Maybe it’s time we come up with a life goal greater than pain relief.

Peter and Gracie Rosenberger have a foundation called “Standing with Hope.”  It helps to provide prosthetic limbs to amputees in Africa.  If you’d like to help with their great work or find out more about it, go to www.standingwithhope.com

  1. #1 by Mark Murdock on April 26, 2011 - 11:47 AM

    Good thoughts, man! I think for most of us it’s simpler than avoiding pain, it’s avoiding unpleasantness of any kind. It’s avoiding the uncomfortable, the awkward, the weird. It’s avoiding disapproval and disagreement and conflict. These are the things that often have held me back.

    • #2 by Dave Kirby on April 26, 2011 - 1:32 PM

      Yeah, me too. But I hope this is the beginning of a new life goal, one that causes me to overcome my fear and discomfort in order to see God’s promises come true. I was just reading about Abraham, and how, just before God finally fulfilled the promise of a son, he was required to go through the pain of circumcision. It’s like that final hurdle of overcoming fear and self-preservation before I can finally see the promise fulfilled.

      I might have to write about that! 🙂

  2. #3 by Erica on August 16, 2011 - 2:23 PM

    As someone who has suffered greatly with pain and disability in a society where those who appear to struggle and often looked down upon — I can identify with embracing pain that God allows in my life for His purposes. It is all for my good and for His glory. I know many people who have suffered to a much greater extent than I do physically and also know those who have suffered much less than me.

    I think I would take this message to another level to say that the extent of my life’s goal should be to know Him and enjoy Him forever – whether the path He takes me on involves physical suffering or not. I think that sometimes it is His will for people to physically suffer on this earth and sometimes it is His will that they do not continue to suffer. If it was always His will that people suffer physically, He would not have healed people and relieved them from physical pain.

    Sometimes we go through pain because He brought it directly in our lives to strengthen our relationship with Him and to glorify Himself in the process. (And for the greater good of helping others in ways we otherwise would not have helped – like with your friend.) What a ministry God has wrought out of her disability! I know someone who suffers from physical disability and believes that God’s plan for her is to remain disabled in order to minister to others who are disabled. That is her calling.

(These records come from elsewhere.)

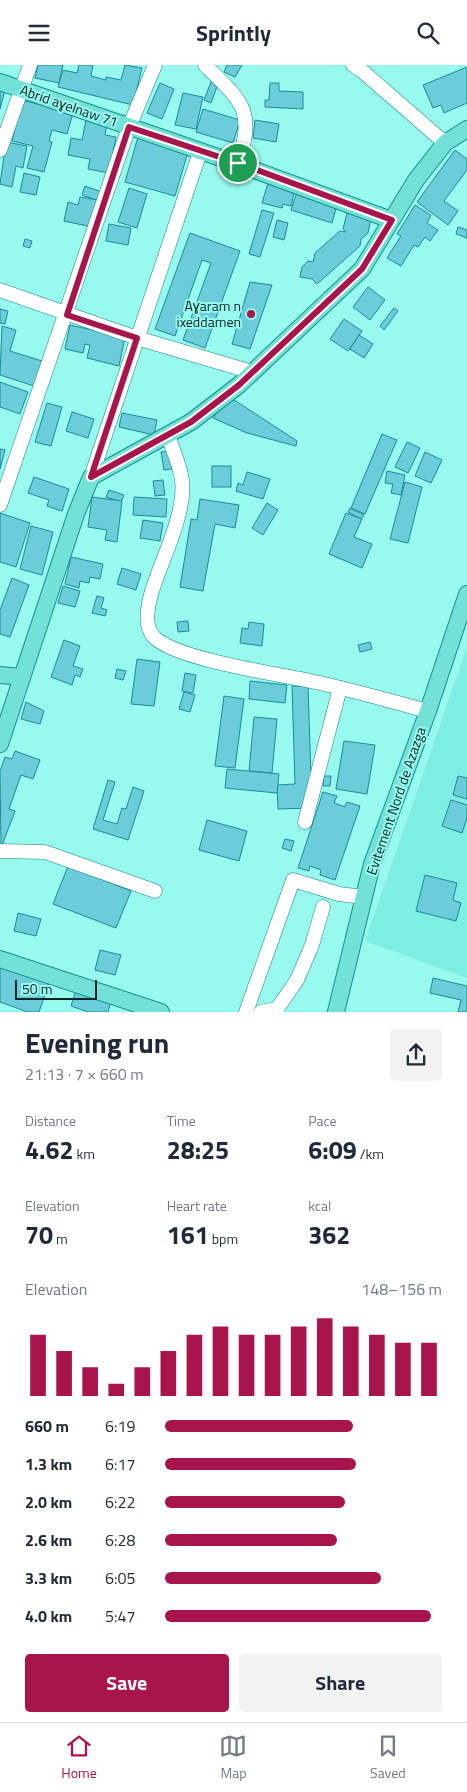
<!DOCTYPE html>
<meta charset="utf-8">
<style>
:root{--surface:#fff;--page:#f2f2f3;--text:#1f2937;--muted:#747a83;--line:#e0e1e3;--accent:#a8144c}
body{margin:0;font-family:"Titillium Web",sans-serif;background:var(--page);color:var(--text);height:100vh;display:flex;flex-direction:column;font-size:19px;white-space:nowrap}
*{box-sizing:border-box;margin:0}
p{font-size:16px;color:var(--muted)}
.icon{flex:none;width:28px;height:28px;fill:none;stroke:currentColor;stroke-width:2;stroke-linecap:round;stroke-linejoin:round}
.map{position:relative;height:947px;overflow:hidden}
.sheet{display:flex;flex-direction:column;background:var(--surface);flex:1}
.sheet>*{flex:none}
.scale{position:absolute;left:15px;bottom:12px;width:82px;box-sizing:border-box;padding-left:5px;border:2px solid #062623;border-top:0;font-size:14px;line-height:18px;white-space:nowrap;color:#062623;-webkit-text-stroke:4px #98f9ee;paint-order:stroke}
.pin{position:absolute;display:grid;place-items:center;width:42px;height:42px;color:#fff;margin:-21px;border:2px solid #fff;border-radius:50%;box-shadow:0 1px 5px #0007}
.round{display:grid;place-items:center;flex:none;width:52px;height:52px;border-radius:5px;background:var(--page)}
.head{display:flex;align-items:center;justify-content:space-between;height:85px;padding:0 25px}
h1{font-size:28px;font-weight:700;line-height:38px}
.metrics{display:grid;grid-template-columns:repeat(3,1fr);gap:8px;height:85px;padding:5px 25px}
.metrics div{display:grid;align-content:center}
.metrics b{font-size:25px;font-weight:700}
.metrics small{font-size:14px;font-weight:400}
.metrics p{font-size:14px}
.chart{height:140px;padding:10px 25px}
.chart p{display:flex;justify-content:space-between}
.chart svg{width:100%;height:90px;margin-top:5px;stroke:var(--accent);stroke-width:6}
.button{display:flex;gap:10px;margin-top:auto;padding:10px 25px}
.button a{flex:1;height:58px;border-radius:5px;background:var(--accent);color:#fff;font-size:20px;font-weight:700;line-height:58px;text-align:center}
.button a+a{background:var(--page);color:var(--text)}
ul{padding:0 25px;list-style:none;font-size:16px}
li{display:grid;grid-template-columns:80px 60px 1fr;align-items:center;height:38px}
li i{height:12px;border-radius:6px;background:var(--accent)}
header{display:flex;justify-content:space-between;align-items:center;height:65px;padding:0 25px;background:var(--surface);font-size:22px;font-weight:700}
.tabs{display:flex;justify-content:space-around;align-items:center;height:70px;border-top:1px solid var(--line);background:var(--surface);font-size:14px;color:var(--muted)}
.tabs a{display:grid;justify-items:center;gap:2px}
.tabs .current{color:var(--accent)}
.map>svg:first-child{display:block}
.built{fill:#7feee2}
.building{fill:#6bcdd9;stroke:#1c8b97}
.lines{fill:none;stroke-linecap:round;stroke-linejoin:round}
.minor-casing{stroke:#17877e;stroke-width:15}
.major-casing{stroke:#119389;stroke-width:18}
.minor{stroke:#fff;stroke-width:14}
.major{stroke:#74e1d9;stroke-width:16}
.route-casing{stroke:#fff;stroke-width:10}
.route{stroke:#a8144c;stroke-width:6}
.poi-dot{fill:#a8144c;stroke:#98f9ee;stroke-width:2}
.labels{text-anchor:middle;stroke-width:4;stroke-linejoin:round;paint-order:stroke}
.street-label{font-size:14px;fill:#062623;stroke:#98f9ee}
.poi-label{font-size:14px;fill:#062623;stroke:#98f9ee;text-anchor:end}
</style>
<header><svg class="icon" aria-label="menu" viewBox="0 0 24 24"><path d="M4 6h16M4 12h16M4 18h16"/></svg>Sprintly<svg class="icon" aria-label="search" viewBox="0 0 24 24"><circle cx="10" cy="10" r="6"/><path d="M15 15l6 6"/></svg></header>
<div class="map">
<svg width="467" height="947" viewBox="0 0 467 947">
<rect width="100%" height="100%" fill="#98f9ee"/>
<path class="built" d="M467 582V913L365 876Z"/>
<g class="building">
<path d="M38 0H63L59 18 35 13Z"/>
<path d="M79 0H93L91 11 106 15V12L121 15 125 0 142 3 133 40 58 22 63 5 77 8Z"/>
<path d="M227 0H242L235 12 224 7Z"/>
<path d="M467 2V38L444 48 441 40 433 43 423 20Z"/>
<path d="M211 17 218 19 211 38 204 35Z"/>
<path d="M160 18 174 24 162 54 147 48Z"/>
<path d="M270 18H279V26L303 27V44L265 42V35H269Z"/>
<path d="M0 24 5 25 0 44Z"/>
<path d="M183 28 203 32 196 64 175 60Z"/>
<path d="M22 35 73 48 67 69 52 65 49 76 52 77 44 107 27 103 33 81 12 76Z"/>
<path d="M203 44 240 55 233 78 196 67Z"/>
<path d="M86 55 107 59 105 70 116 72 109 108 88 104 90 94 68 90 71 73 82 75Z"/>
<path d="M255 55 279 59 276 77 253 73Z"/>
<path d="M138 72 188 87 175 131 125 117Z"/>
<path d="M6 77 27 81 23 103 16 101 12 122 0 119Z"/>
<path d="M455 85 467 94V105L444 136 458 146 448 160 417 137Z"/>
<path d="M24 108 40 112 36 130 20 127Z"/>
<path d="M268 118 295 124 291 141 283 139 282 143 262 138Z"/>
<path d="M85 121 102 127 99 136 82 130Z"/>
<path d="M129 123 147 129 137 163 118 157Z"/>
<path d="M297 127 337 140 332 158 291 145Z"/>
<path d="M80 132 98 135 92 162 64 156 68 137 78 140Z"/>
<path d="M415 140 431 150 427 158 438 165 430 176 425 172 418 182 414 180 401 201 387 193 401 171 397 169Z"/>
<path d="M262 145 274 148 260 192 249 189Z"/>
<path d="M347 148 371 153 368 168 361 174 360 181 317 219 312 214 300 212 302 202 308 196 313 197 315 188 340 166 346 167 343 164Z"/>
<path d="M277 155 288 158 284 175 273 172Z"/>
<path d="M109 159 131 163 128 180 106 176Z"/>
<path d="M458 162 467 165V173L456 169Z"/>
<path d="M190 168 240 186 205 283 183 275 211 198 202 195 175 271 155 264Z"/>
<path d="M25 174 32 176 30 183 23 181Z"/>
<path d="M250 217 272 220 250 284 232 279Z"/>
<path d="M368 222 385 235 370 255 353 242Z"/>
<path d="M394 243 398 246 384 265 380 261Z"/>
<path d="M0 244 8 246 5 259 0 258Z"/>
<path d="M344 254 362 266 348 286 330 274Z"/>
<path d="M70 260 125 272 119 301 87 293 90 280 85 279 83 288 65 284Z"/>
<path d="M2 261 16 265 10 286 42 296 34 321 0 310Z"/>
<path d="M359 270 373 279 364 293 350 284Z"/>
<path d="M0 317 28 327 20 349 0 342Z"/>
<path d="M228 331 297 376 296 381 247 368 213 353Z"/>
<path d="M47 338 62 342 51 381 35 377Z"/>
<path d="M72 347 94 354 88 373 66 366Z"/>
<path d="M122 348 157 355 154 370 119 362Z"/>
<path d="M382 369 397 375 365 449 351 443Z"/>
<path d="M407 377 420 383 408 408 395 402Z"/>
<path d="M0 384 5 385 0 404Z"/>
<path d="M170 386 172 404 164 405 161 387Z"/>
<path d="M425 387 442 395 431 418 415 411Z"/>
<rect x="212" y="401" width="19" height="21"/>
<path d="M387 406 405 410 401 430 391 428 393 419 385 418Z"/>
<path d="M247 407 270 414 263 434 236 426 238 418 243 420Z"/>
<path d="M34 412 69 424 62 446 47 441 49 435 28 428Z"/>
<path d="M163 415 165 430 155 431 153 416Z"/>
<path d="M405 417 422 422 408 478 390 474Z"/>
<path d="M109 425 124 430 121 437 106 432Z"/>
<path d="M92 432 122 436 117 477 105 475 107 465 88 462Z"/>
<path d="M134 432 167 434 166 452 133 450Z"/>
<path d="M200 434 239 440 235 463 215 459 203 526 180 522 191 454 197 455Z"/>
<path d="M267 438 278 445 263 470 252 463Z"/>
<path d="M350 443 364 450 361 454 348 447Z"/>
<path d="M0 448 30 458 16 502 0 497Z"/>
<path d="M346 448 362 454 354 472 372 479 362 503 329 489Z"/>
<path d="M143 455 163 458 160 476 140 473Z"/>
<path d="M31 461 53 467 42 510 20 504Z"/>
<path d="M71 492 103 499 100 514 90 512 89 518 80 516 79 523 65 519Z"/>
<path d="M122 503 141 509 136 525 117 519Z"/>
<path d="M12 513 29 520 10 572 0 569V545Z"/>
<path d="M63 521 80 526 75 542 58 538Z"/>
<path d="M97 531 104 533 101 543 107 545 105 551 92 548Z"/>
<path d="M188 556 189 566 178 567 177 557Z"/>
<path d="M249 557 264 559 262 581 240 578 242 563 248 564Z"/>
<path d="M64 575 80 581 73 601 83 604 80 612 75 610 72 620 51 612Z"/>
<path d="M370 577 372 584 360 587 358 580Z"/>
<path d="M137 594 160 597 154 641 131 639Z"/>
<path d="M117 604 126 606 123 615 115 613Z"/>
<path d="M185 608 196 610 193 628 182 626Z"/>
<path d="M250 616 287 620 285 638 249 634Z"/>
<path d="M292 621H308L312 743 278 744 277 720 295 719Z"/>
<path d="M184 627 195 630 190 647 179 644Z"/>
<path d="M224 631 244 634 235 703 215 701Z"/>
<path d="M26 637 44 646 40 659 21 654Z"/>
<path d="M254 652 277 654 272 708 249 706Z"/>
<path d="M344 676 375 680 367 729 336 724Z"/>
<path d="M15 686 40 695 33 714 21 710 9 744 15 746 1 783 0 706 5 692 12 694Z"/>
<path d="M227 704 279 709 277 728 225 723Z"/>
<path d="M324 711H331L330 721H323Z"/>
<path d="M458 711 467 713V734L453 730Z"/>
<path d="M108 715 115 717 103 755 117 759 122 743 126 744 133 722 144 726 128 775 93 764Z"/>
<path d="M323 727 337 731 334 738 345 742 347 737 360 741 335 815 320 810 321 805 310 801 309 806 298 803Z"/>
<path d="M451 735 467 740V753L462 768 442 761Z"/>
<path d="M207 755 247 766 239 796 199 785Z"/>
<path d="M285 774 294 776 291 786 282 783Z"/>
<path d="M68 801 131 826 116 863 53 839Z"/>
<path d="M425 810 457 818 453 835 461 838 456 856 416 846Z"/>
<path d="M18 848 41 854 36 871 14 866Z"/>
<path d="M100 885 121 890 115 910 95 905Z"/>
<path d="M0 900 49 918 39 947H28L0 937Z"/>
<path d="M433 913 467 921V947H458L461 935 430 928Z"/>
<path d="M76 925 111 936 108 947H88L71 941Z"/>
</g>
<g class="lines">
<defs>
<g id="minor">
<path d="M205 0C243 38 255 44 238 99"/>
<path d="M353 0 361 5 445 78"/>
<path d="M0 85 30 0"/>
<path d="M0 225 137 273 252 307"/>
<path d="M168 371C173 385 180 400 182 415 186 445 165 488 155 517 150 531 141 559 154 572 175 594 277 609 310 616 350 624 389 636 428 646"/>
<path d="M91 412 200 87"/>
<path d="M0 440 129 62 155 0"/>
<path d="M305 757 340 623"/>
<path d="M0 786 45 787 155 826"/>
<path d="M246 947 293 815 339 829 363 832"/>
<path d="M261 947 277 944 297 915 312 880 323 842"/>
</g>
<g id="major">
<path d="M0 17 238 99 391 155"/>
<path d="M0 610 22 612"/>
<path d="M0 679 76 449 91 412 191 357 239 320 362 204 416 115 445 78 467 64"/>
<path d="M0 894 161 947"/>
<path d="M336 947 372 799 428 646 467 529"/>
</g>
</defs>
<use href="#minor" class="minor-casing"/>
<use href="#major" class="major-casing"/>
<use href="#minor" class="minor"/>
<use href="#major" class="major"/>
</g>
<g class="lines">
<defs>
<path id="route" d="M129 62 238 98 392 155 362 204 239 320 191 357 91 412 137 273 67 250Z"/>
</defs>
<use href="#route" class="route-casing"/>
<use href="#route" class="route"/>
</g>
<circle class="poi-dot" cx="251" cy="249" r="5"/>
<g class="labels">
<g class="street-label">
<text transform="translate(69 41) rotate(19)" y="5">Abrid aɣelnaw 71</text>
<text transform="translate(396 736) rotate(-71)" y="5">Evitement Nord de Azazga</text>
</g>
<g class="poi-label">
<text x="241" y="246">Aɣaram n<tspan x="241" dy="16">ixeddamen</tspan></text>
</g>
</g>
</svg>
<div class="scale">50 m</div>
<div class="pin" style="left:238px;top:98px;background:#1e9e55"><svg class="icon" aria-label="arrive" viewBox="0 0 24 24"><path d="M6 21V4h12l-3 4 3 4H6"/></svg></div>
</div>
<section class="sheet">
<div class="head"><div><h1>Evening run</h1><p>21:13 · 7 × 660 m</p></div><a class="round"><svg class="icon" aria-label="share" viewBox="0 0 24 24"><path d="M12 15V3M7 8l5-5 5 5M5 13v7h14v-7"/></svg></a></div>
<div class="metrics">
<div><p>Distance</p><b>4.62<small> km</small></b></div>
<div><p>Time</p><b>28:25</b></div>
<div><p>Pace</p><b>6:09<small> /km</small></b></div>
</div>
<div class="metrics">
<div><p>Elevation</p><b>70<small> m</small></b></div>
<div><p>Heart rate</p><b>161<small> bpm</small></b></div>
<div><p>kcal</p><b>362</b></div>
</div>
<div class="chart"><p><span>Elevation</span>148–156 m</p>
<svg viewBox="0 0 160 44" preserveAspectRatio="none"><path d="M5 44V14M15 44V22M25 44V30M35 44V38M45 44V30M55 44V22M65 44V14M75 44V10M85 44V14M95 44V14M105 44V10M115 44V6M125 44V10M135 44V14M145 44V18M155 44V18"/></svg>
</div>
<ul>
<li><b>660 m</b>6:19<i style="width:68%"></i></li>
<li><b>1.3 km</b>6:17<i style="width:69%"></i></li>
<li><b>2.0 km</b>6:22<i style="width:65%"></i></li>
<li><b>2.6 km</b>6:28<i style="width:62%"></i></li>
<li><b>3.3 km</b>6:05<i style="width:78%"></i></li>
<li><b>4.0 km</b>5:47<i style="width:96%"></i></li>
</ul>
<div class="button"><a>Save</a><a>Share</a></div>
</section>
<nav class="tabs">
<a class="current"><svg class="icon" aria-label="home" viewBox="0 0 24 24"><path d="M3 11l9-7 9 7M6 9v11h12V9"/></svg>Home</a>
<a><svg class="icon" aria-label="map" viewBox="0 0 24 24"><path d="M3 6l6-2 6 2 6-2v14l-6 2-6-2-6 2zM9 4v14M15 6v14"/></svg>Map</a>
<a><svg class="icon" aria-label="saved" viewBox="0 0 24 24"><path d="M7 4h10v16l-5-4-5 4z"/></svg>Saved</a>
</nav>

    Other times, I think we go through physical pain due to our own choices and suffer the consequences of His natural laws. Part of what has plagued me is a direct result of not making wise food choices — ones that He intended for man. I have been getting incredible relief by making better, healthier choices which has enabled me to do the work He has set before me — the work to which He has called me to do. So I don’t think seeking relief is wrong in all situations – I believe that it is not a good thing to run from pain if His purpose is to be glorified in the midst of the pain. (I have that kind of pain going, too.)

    Sometimes, relief is His plan. Sometimes, pain is His plan. I think rather than seeking relief, we need to seek Him (and embrace His choice for us). If we truly seek Him, He will direct our paths and give us wisdom to navigate suffering in a way that will glorify Him.

    Erica

    • #4 by Dave Kirby on August 16, 2011 - 11:06 PM

      Excellent wisdom, common sense, and insight. You are a person who has been deepened by pain. I’m grateful to benefit from the lessons you have learned through suffering.